A FEW DAYS AGO I was sitting in a café in Brixton with my good friend Skinner. It was a hot, lazy day. The sun was beating on the side of the road and everything was moving in slo-mo. The waitress stopped by our table and lethargically put down our drinks. Skinner was just about to take a sip when his face crumpled and he started shaking his head. “Do you hear that?”
He cocked his head towards the speakers.
“What is it?”
“It’s a road song. Whenever I hear it or start humming it I know it’s time to pack a bag. And hit the road.”
“Are you serious?”
“Yeah, man. Books are worse. I have some I have to keep under lock and key. If I start reading them, that’s it. I’m gone. I have about five or six.” He started to rattle them off but I wasn’t listening. I was deep in thought….

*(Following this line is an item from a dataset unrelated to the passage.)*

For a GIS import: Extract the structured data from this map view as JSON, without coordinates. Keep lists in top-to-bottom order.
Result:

1. On the Road – Jack Kerouac
Before I read Kerouac, I didn’t even know there was a Road. Let alone people crazy enough to pack a bag and head off on a whim, just to see what was out there. A trip for me when I was a kid was a family outing to the beach in summer. After I read On The Road as teenager, I started hitchhiking. Suddenly life became an adventure and the world seemed bigger, more exciting. Drivers in other cars weren’t just people on the way to the sea anymore, if they picked me up, our stories could become enmeshed.
2. Travels with Charley – John Steinbeck
My natural state is: hermit. I can quite happily lock myself away, look out the window and make up stories about what’s going on outside. My friends and my wife know this and do their best to drag me outside. After reading Travels with Charley I figured if John Steinbeck needs to go out to see what’s going on in the world around him, it’s time I packed a bag, unlocked the door and started talking to the people that really make up the place where I live. No other book inspires me more to connect with my own country, or anywhere else I find myself.

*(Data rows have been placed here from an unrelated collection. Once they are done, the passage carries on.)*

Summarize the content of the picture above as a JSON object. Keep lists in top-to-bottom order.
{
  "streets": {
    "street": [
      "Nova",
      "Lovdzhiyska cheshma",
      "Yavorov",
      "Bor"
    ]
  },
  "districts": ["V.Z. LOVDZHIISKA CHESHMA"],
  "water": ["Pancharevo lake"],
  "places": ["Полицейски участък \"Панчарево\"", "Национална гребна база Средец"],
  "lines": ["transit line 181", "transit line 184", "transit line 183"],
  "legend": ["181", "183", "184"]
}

3. Travels with My Aunt – Graham Greene
Somehow, despite the reading and the traveling, I still found myself stifled in a shirt and tie, on the 8:15 from Tulse Hill to Faringdon, crammed next to what Skinner calls ‘the Grey Theys’, headed towards my little office cubicle on Old Street. As I sat squeezed into the window with Graham Greene in my hands, I felt like it was my life zipping past outside. My aunts are cool, but it was Aunt Augusta that dragged me away from the dahlias and reminded me there was more to life than the 9 to 5. There are many reasons why I quit that job, and My Aunt was no innocent bystander.
4. Green Hills of Africa – Ernest Hemingway
In Green Hills Hemingway leaves his short, staccato lyrical jabs in favor of long looping rights of descriptive prose. As he chases game across the Serengeti savannah, I feel like I’m right by his side. The afternoon sun beating on my neck, the dust in my throat, the fear and sweat of the wounded kudu. I want to sit on the mesa drinking beer and watching the sunset, talking books and writers. To me it’s a book of joy. The joy of the hunt, of drinking, of writing and writers, and an ode to the joy of life.
5. Fear and Loathing in Las Vegas – Hunter S. Thompson
To think Fear and Loathing is about the drugs is to miss the point. It’s about the freedom of the road and to take whatever you find on your own terms, wrestle it to the ground, and roll around with it until it makes sense. Every time I read Fear and Loathing, I’m gripped by the urge to jump in a fireapple red convertible and blast out across the wide-open road, howling with joy at the huge sky. In the right hands, the drugs just make it funnier.
Skinner was eyeing me with a strange look. “It’s the words. They’re like magic, right? Each one is the distillation of the essence of every scene, of every smell, of every conversation, so that they paint an image more powerful and real than what was really there. Right?”